- [Raw data]:
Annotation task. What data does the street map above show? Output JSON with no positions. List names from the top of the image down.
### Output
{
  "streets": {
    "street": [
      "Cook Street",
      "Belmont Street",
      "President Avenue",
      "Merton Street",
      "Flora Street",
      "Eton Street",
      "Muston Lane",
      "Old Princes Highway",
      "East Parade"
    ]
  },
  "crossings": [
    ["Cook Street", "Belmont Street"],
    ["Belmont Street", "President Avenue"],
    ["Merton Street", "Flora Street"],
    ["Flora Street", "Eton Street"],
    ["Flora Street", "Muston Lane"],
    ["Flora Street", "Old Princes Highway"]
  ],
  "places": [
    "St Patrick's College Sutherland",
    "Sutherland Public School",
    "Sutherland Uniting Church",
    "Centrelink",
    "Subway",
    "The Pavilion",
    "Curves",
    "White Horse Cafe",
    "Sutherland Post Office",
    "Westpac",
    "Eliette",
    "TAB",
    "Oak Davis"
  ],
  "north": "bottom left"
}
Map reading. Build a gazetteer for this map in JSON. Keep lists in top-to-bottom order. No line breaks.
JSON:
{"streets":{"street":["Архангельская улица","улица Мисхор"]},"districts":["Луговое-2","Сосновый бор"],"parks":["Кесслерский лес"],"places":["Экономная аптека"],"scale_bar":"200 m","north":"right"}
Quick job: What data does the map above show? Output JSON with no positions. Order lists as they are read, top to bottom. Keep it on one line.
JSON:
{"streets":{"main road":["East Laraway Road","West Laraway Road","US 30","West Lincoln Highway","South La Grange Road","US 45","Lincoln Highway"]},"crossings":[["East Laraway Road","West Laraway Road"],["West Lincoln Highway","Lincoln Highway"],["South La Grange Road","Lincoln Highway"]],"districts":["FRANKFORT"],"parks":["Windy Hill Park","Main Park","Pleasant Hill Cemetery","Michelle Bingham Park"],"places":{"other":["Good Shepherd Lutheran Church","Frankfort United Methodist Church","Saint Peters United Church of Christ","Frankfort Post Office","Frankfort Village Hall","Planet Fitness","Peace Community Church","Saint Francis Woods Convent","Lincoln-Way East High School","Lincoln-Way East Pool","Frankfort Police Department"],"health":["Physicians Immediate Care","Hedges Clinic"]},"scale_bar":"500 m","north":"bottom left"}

- [Directions for this task]:
Go through the listing above and copy each line that contains "What".

- [Solution for this problem]:
Annotation task. What data does the street map above show? Output JSON with no positions. List names from the top of the image down.
Quick job: What data does the map above show? Output JSON with no positions. Order lists as they are read, top to bottom. Keep it on one line.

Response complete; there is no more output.